■ YOUR INSTRUCTIONS ■
Exactly as they appear, output all of the records. Skip any images.

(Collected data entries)
++++++++++

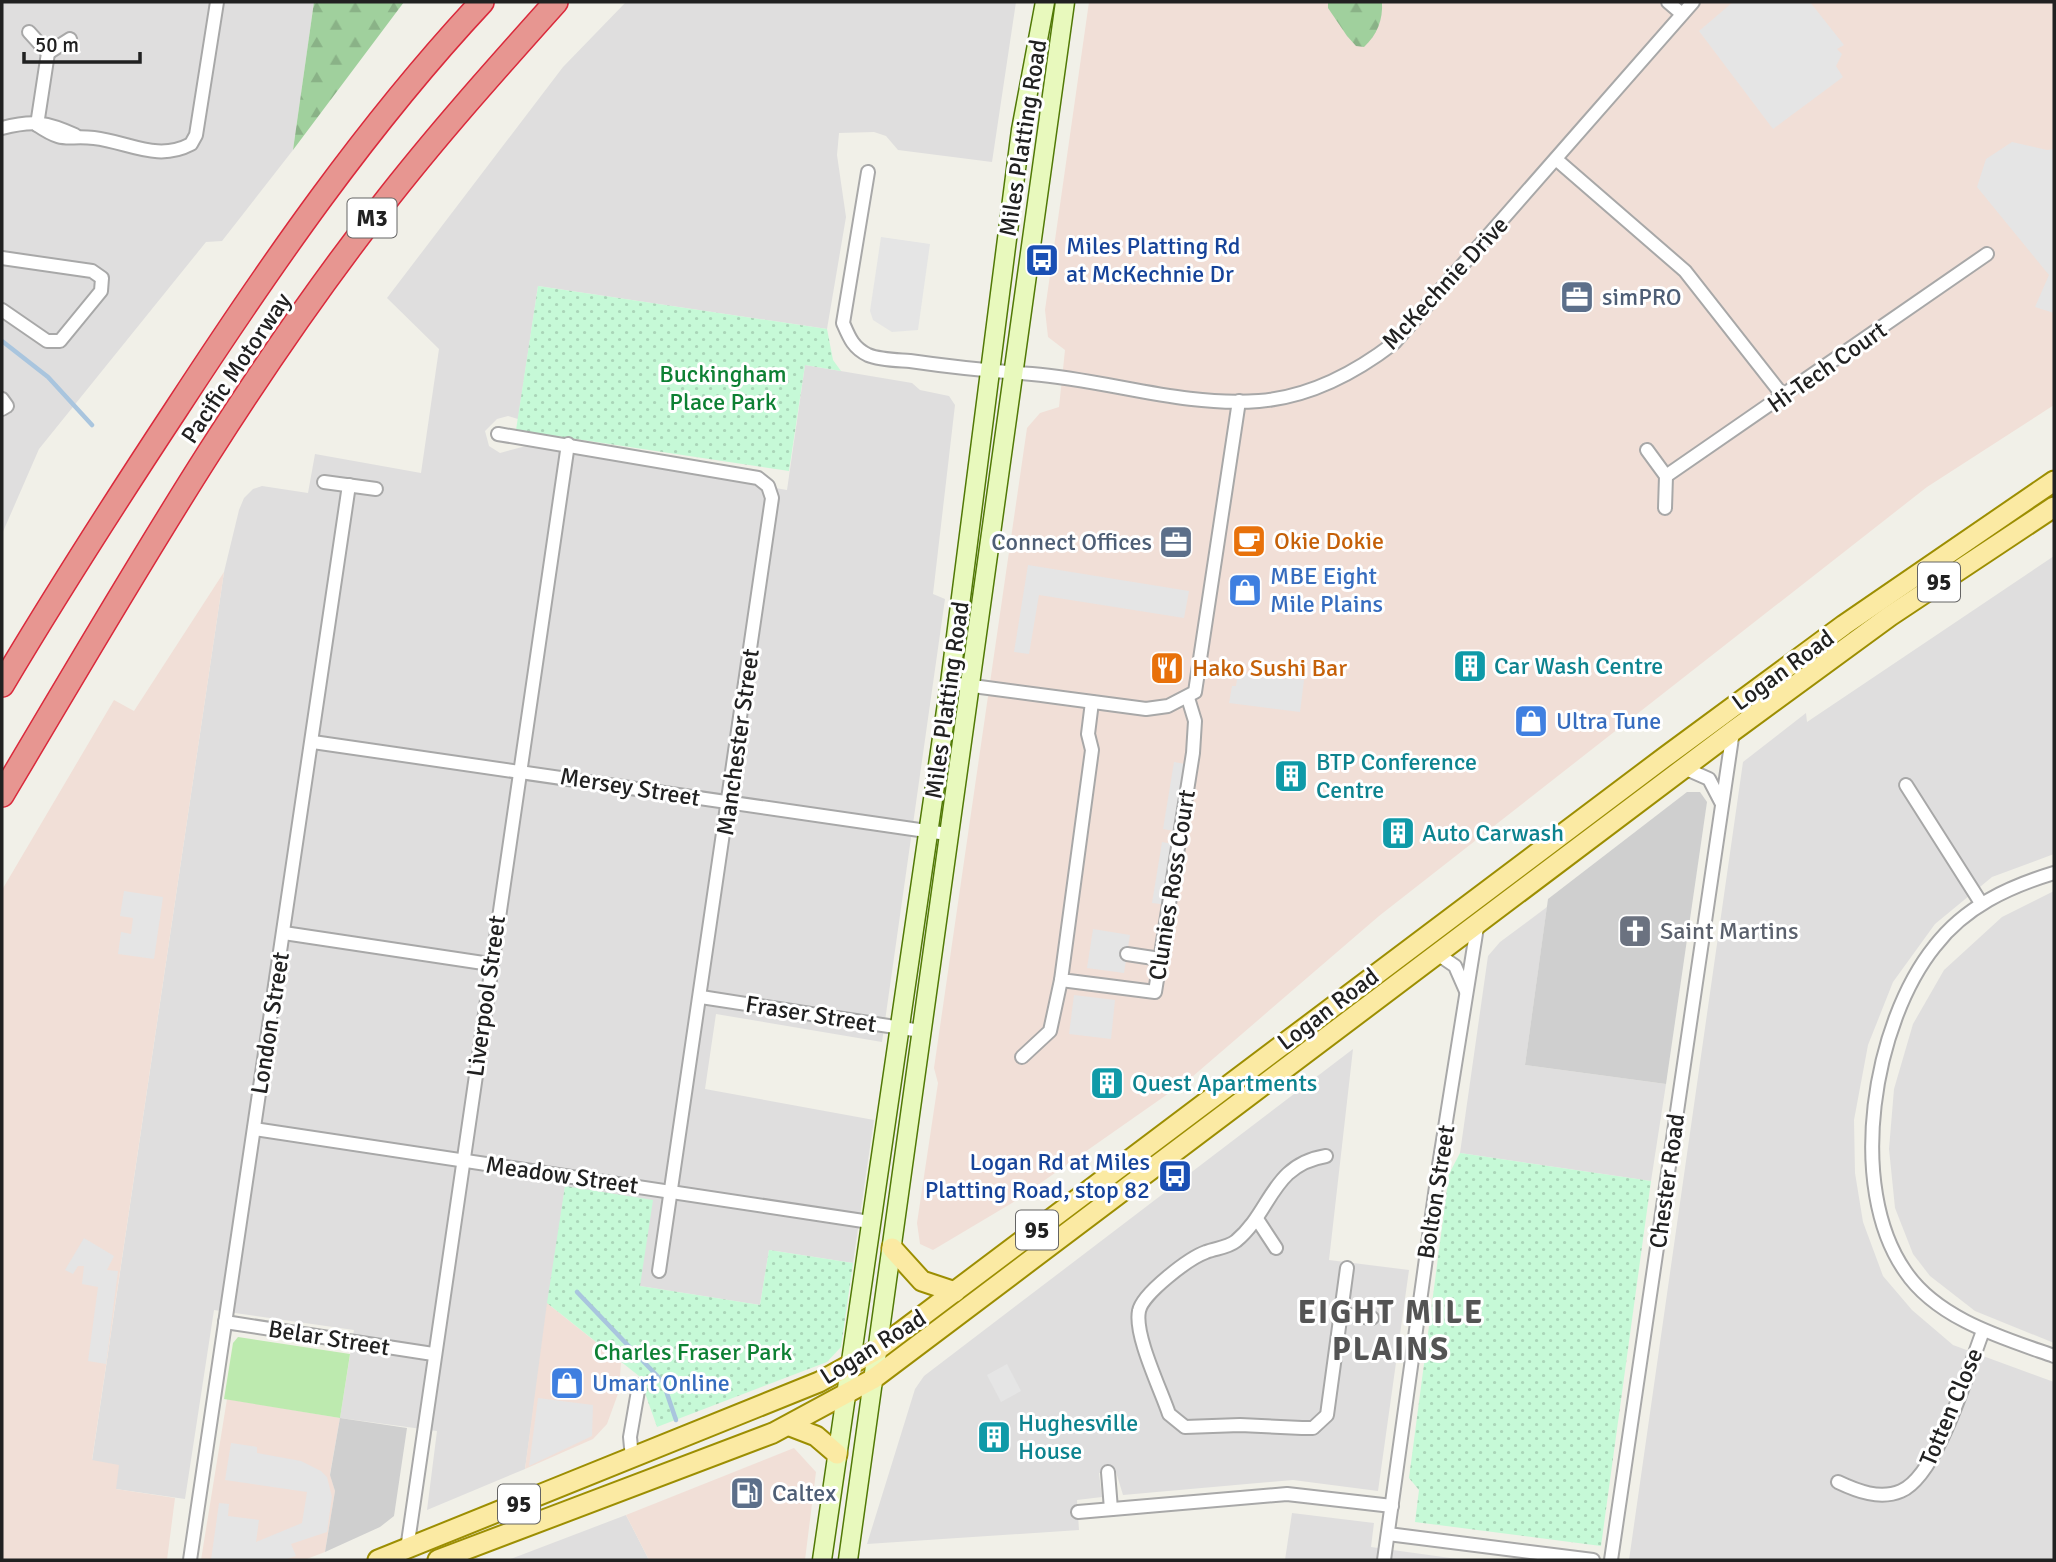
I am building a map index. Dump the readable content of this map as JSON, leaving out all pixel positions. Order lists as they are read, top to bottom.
{
  "streets": {
    "highway": ["M3", "Pacific Motorway"],
    "main road": ["Miles Platting Road", "95", "Logan Road"],
    "street": [
      "McKechnie Drive",
      "Hi-Tech Court",
      "Manchester Street",
      "Mersey Street",
      "Clunies Ross Court",
      "Liverpool Street",
      "Fraser Street",
      "London Street",
      "Meadow Street",
      "Chester Road",
      "Bolton Street",
      "Belar Street",
      "Totten Close"
    ]
  },
  "crossings": [
    ["Miles Platting Road", "McKechnie Drive"],
    ["Miles Platting Road", "Logan Road"],
    ["Miles Platting Road", "Mersey Street"],
    ["Miles Platting Road", "Fraser Street"],
    ["Miles Platting Road", "Meadow Street"],
    ["Logan Road", "Liverpool Street"],
    ["Logan Road", "Chester Road"],
    ["Logan Road", "Bolton Street"],
    ["Manchester Street", "Mersey Street"],
    ["Manchester Street", "Liverpool Street"],
    ["Manchester Street", "Fraser Street"],
    ["Manchester Street", "Meadow Street"],
    ["Mersey Street", "Liverpool Street"],
    ["Mersey Street", "London Street"],
    ["Liverpool Street", "Meadow Street"],
    ["Liverpool Street", "Belar Street"],
    ["London Street", "Meadow Street"],
    ["London Street", "Belar Street"]
  ],
  "districts": ["EIGHT MILE PLAINS"],
  "parks": ["Buckingham Place Park", "Charles Fraser Park"],
  "places": {
    "bus stop": ["Miles Platting Rd at McKechnie Dr", "Logan Rd at Miles Platting Road, stop 82"],
    "office": ["simPRO", "Connect Offices"],
    "cafe": ["Okie Dokie"],
    "shop": ["MBE Eight Mile Plains", "Ultra Tune", "Umart Online"],
    "building": [
      "Car Wash Centre",
      "BTP Conference Centre",
      "Auto Carwash",
      "Quest Apartments",
      "Hughesville House"
    ],
    "restaurant": ["Hako Sushi Bar"],
    "church": ["Saint Martins"],
    "fuel station": ["Caltex"]
  },
  "scale_bar": "50 m"
}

++++++++++

■ YOUR SOLUTION ■
I am building a map index. Dump the readable content of this map as JSON, leaving out all pixel positions. Order lists as they are read, top to bottom.
{
  "streets": {
    "highway": ["M3", "Pacific Motorway"],
    "main road": ["Miles Platting Road", "95", "Logan Road"],
    "street": [
      "McKechnie Drive",
      "Hi-Tech Court",
      "Manchester Street",
      "Mersey Street",
      "Clunies Ross Court",
      "Liverpool Street",
      "Fraser Street",
      "London Street",
      "Meadow Street",
      "Chester Road",
      "Bolton Street",
      "Belar Street",
      "Totten Close"
    ]
  },
  "crossings": [
    ["Miles Platting Road", "McKechnie Drive"],
    ["Miles Platting Road", "Logan Road"],
    ["Miles Platting Road", "Mersey Street"],
    ["Miles Platting Road", "Fraser Street"],
    ["Miles Platting Road", "Meadow Street"],
    ["Logan Road", "Liverpool Street"],
    ["Logan Road", "Chester Road"],
    ["Logan Road", "Bolton Street"],
    ["Manchester Street", "Mersey Street"],
    ["Manchester Street", "Liverpool Street"],
    ["Manchester Street", "Fraser Street"],
    ["Manchester Street", "Meadow Street"],
    ["Mersey Street", "Liverpool Street"],
    ["Mersey Street", "London Street"],
    ["Liverpool Street", "Meadow Street"],
    ["Liverpool Street", "Belar Street"],
    ["London Street", "Meadow Street"],
    ["London Street", "Belar Street"]
  ],
  "districts": ["EIGHT MILE PLAINS"],
  "parks": ["Buckingham Place Park", "Charles Fraser Park"],
  "places": {
    "bus stop": ["Miles Platting Rd at McKechnie Dr", "Logan Rd at Miles Platting Road, stop 82"],
    "office": ["simPRO", "Connect Offices"],
    "cafe": ["Okie Dokie"],
    "shop": ["MBE Eight Mile Plains", "Ultra Tune", "Umart Online"],
    "building": [
      "Car Wash Centre",
      "BTP Conference Centre",
      "Auto Carwash",
      "Quest Apartments",
      "Hughesville House"
    ],
    "restaurant": ["Hako Sushi Bar"],
    "church": ["Saint Martins"],
    "fuel station": ["Caltex"]
  },
  "scale_bar": "50 m"
}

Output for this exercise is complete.